The degree to which time-restricted eating (TRE) may influence the risk of non-alcoholic fatty liver disease (NAFLD) is a subject of limited investigation. Beyond this, the autonomy of this connection from physical exercise, dietary quality, or dietary quantity is debatable. Across a national sample of 3813 individuals, this cross-sectional study documented food consumption timing via 24-hour dietary recalls. Non-alcoholic fatty liver disease (NAFLD) was diagnosed using vibration-controlled transient elastography, excluding other chronic liver ailments. Employing logistic regression analysis, the odds ratio and its 95% confidence interval were determined.
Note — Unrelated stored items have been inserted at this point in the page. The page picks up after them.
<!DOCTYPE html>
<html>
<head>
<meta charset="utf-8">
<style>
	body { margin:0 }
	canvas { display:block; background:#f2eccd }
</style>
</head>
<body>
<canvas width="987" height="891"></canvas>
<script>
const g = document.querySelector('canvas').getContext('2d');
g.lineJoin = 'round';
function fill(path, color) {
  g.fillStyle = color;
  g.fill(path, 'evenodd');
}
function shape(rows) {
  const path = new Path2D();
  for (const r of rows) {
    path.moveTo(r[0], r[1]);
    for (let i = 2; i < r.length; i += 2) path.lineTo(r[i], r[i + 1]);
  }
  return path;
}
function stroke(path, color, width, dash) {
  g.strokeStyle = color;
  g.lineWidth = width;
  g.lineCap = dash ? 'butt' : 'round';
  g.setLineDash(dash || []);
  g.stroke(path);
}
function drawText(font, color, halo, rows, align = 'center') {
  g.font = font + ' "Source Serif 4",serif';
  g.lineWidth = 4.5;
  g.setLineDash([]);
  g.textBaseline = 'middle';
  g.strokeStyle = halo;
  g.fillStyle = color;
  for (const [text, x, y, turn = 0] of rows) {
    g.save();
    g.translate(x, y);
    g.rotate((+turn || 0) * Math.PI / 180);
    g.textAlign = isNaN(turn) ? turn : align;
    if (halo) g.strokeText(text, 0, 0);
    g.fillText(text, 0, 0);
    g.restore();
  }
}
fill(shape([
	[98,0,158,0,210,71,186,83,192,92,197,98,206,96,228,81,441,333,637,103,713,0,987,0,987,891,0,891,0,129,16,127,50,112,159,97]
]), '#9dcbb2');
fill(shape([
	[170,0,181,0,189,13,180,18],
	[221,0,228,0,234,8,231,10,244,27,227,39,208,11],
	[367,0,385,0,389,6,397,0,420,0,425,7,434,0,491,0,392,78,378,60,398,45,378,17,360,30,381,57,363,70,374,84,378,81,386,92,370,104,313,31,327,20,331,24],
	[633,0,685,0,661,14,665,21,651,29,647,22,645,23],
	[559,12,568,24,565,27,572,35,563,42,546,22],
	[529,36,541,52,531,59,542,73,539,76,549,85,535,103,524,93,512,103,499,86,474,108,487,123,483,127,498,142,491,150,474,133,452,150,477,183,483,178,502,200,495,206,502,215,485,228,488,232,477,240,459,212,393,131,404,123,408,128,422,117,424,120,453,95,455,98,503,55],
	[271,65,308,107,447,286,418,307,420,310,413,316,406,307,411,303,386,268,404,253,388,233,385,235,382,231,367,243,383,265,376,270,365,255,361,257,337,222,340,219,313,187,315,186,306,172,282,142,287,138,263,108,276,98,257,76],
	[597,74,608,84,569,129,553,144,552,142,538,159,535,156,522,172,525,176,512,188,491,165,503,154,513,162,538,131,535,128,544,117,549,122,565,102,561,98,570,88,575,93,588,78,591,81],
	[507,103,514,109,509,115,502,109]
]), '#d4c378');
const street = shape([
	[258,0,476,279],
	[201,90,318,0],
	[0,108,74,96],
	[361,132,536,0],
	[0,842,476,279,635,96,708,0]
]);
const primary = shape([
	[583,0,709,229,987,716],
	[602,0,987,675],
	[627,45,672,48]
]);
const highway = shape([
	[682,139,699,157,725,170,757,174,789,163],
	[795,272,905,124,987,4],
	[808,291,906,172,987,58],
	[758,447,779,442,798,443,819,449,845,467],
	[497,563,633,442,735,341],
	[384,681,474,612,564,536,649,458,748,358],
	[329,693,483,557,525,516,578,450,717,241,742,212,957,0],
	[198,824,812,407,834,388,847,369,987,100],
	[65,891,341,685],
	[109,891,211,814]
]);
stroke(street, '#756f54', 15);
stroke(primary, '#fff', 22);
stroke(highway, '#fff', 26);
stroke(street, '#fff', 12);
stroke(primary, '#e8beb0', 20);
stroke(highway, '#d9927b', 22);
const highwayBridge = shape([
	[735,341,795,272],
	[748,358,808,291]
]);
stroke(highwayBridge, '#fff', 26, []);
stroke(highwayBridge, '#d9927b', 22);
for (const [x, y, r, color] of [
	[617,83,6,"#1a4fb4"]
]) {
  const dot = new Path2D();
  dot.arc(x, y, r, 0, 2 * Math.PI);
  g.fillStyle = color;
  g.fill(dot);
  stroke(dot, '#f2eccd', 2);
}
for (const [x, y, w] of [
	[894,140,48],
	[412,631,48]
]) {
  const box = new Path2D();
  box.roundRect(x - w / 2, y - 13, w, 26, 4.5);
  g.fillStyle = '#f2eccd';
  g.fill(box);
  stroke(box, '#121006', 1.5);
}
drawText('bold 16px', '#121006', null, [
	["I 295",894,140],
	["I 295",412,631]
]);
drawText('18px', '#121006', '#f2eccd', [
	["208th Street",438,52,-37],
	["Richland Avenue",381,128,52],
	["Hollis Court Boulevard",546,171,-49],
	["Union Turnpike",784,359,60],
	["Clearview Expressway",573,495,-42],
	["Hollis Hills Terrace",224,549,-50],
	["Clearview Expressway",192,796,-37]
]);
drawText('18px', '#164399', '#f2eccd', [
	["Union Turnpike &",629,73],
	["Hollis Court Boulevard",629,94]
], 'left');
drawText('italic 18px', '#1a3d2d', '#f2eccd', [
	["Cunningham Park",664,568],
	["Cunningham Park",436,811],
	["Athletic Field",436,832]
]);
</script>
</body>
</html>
Study participants observing an 8-hour daily eating window experienced a decreased chance of non-alcoholic fatty liver disease (NAFLD), compared with those consuming meals within a 10-hour window, with an odds ratio of 0.70 (95% confidence interval 0.52-0.93). Early (0500-1500) and late TRE (1100-2100) time periods exhibited an inverse relationship with NAFLD prevalence, without any statistically significant heterogeneity (Pheterogeneity = 0.649), with odds ratios of 0.73 (95% confidence interval 0.36, 1.47) and 0.61 (95% confidence interval 0.44, 0.84), respectively. For participants consuming fewer calories, the inverse association appeared to be stronger, as indicated by an odds ratio of 0.58 (95% confidence interval 0.38-0.89), and an interaction p-value of 0.0020. The statistical association between TRE and NAFLD remains consistent irrespective of the level of physical activity or diet quality (Pinteraction values of 0.0390 and 0.0110). A possible relationship exists between TRE and a reduced predisposition to NAFLD. An inverse association, regardless of physical activity levels and dietary quality, is more pronounced in people who consume less energy. In light of the potential for misclassification of TRE from using one- or two-day recall data in the analysis, epidemiological studies employing validated methodologies for assessing the typical timing of dietary consumption are essential.
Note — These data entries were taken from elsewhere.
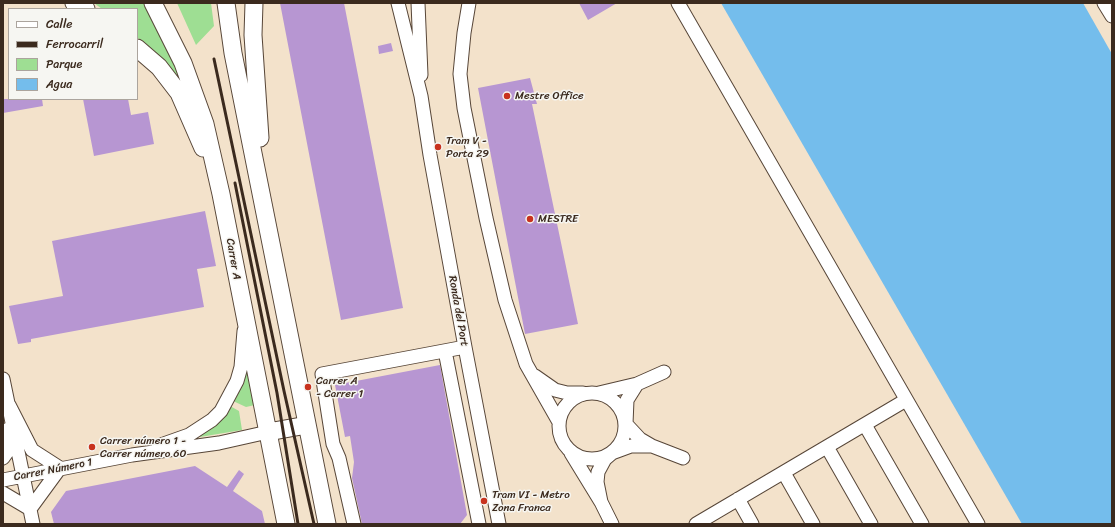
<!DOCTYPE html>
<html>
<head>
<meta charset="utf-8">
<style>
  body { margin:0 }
  #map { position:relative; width:1115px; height:527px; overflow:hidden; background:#f3e2cb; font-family:Sriracha,sans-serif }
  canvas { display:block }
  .frame { position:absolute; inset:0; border:4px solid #3b2a1e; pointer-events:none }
  .legend { position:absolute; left:8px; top:8px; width:130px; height:92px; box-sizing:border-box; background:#f6f6f2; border:1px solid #aba49d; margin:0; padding:5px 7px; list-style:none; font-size:12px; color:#3b2a1e }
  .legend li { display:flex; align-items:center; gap:8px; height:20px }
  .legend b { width:20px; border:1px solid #aba49d }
</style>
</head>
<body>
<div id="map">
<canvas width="1115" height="527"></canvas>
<div class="frame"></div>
<ul class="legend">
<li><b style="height:5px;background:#fff"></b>Calle</li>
<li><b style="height:5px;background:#3b2a1e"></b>Ferrocarril</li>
<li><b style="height:11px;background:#9ede93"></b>Parque</li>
<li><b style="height:11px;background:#74bdec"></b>Agua</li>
</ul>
</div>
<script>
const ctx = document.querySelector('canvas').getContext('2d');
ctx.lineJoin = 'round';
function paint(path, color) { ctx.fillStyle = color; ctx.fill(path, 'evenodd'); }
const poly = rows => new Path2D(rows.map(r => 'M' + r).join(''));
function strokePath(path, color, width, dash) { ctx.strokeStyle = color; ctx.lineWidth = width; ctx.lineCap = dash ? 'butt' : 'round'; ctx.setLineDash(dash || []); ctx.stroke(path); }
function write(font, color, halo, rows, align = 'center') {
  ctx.font = font + ' Sriracha,sans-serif'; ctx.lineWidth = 3; ctx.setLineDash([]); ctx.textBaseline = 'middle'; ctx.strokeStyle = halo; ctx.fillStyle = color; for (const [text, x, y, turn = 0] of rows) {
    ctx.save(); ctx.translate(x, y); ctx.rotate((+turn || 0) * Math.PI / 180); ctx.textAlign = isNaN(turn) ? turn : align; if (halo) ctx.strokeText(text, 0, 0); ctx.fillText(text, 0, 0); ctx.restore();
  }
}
const green = poly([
  [94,3,146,3,190,95,170,68,137,37,137,9,102,9],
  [177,3,211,3,214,26,196,45],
  [247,368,255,405,246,407,233,401],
  [230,406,239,411,242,430,200,437,199,435]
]);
const water = poly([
  [721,3,1083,3,1112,54,1112,524,1022,524]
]);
const building = poly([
  [280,3,344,3,403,308,341,320],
  [579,3,617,3,588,20],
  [391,43,393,51,379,54,378,46],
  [530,78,537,104,532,104,578,324,525,334,478,88],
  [3,99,42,99,43,106,3,113],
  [83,99,128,99,131,115,148,112,154,144,94,156],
  [205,211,216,266,197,269,204,307,31,339,31,342,18,344,9,306,63,296,52,241],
  [440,365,467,515,460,524,362,524,352,478,354,462,350,436,345,437,335,385],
  [195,466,227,487,239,470,244,474,233,491,262,511,265,524,54,524,51,512,66,491]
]);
const minor = poly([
  [398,3,421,96,430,155,465,347,499,524],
  [418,3,421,75],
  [469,3,464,33,460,74,464,108,486,218,505,300,526,364,559,422],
  [678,3,978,524],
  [1104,3,1112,16],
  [445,351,479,524],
  [535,376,555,390,567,393,583,393],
  [3,379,33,524],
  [637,384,664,372],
  '559 426a33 33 0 1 1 66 0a33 33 0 1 1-66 0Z',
  [599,393,637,384,627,400,626,424,640,439,652,446,631,446,612,453,605,459,598,472,597,482,601,502],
  [865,425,922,524],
  [158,446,189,435,212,420,221,411,237,381,241,367,244,331],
  [652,446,683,458],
  [827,447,871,524],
  [571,453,601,502,612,524],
  [3,458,8,451,8,429],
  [784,473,813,524],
  [3,480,132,455,219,443,268,432],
  [3,493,30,509,60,468,32,450,9,405],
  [738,499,752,524],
  [354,524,339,458,333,444,322,374,465,347],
  [696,524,906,400]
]);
const major = poly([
  [74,3,86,9],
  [153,3,183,63,205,124,221,194,286,524],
  [226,3,233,53,327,524],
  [254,3,253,35,260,138],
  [137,48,159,67,179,93,203,148],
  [268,432,307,425]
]);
const rail = poly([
  [214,59,284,391,314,524],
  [235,183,277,393,298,524]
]);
const markers = [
  [507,96,4,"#c8321e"],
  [438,147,4,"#c8321e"],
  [530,219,4,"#c8321e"],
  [308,387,4,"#c8321e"],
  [92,447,4,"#c8321e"],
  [484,501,4,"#c8321e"]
];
const poiNames = [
  ["Mestre Office",515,96],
  ["Tram V -",446,141],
  ["Porta 29",446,154],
  ["MESTRE",538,219],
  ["Carrer A",316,381],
  ["- Carrer 1",316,394],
  ["Carrer número 1 -",100,441],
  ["Carrer número 60",100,454],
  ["Tram VI - Metro",492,495],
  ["Zona Franca",492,508]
];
const streetNames = [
  ["Carrer A",233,259,80],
  ["Ronda del Port",458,311,80],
  ["Carrer Número 1",53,470,-11]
];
paint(green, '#9ede93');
paint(water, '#74bdec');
paint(building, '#b796d2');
strokePath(minor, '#574638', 15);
strokePath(major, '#574638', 19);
strokePath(minor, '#fff', 13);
strokePath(major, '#fff', 17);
strokePath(rail, '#3b2a1e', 3);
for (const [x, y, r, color] of markers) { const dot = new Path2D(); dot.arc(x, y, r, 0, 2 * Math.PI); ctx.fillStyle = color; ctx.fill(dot); strokePath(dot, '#f6f6f2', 1.5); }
write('11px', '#3b2a1e', '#f6f6f2', poiNames, 'left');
write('11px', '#3b2a1e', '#f6f6f2', streetNames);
</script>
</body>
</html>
Evaluating the consequences of the COVID-19 pandemic's impact on the practice of neuro-ophthalmology in the United States is critical.
Within a cross-sectional framework, the study was designed.
In order to understand how COVID-19 impacted their neuro-ophthalmic practices, the North American Neuro-ophthalmology Society sent a survey to its members. The survey delved into the pandemic's effect on neuro-ophthalmic practice, employing 15 questions to gauge various perspectives.
A survey regarding neuro-ophthalmology, administered to practitioners in the United States, yielded responses from 28 neuro-ophthalmologists. see more This survey found that 64% of the individuals surveyed were male.
Eighteen percent of the group were male, whereas thirty-six percent were female.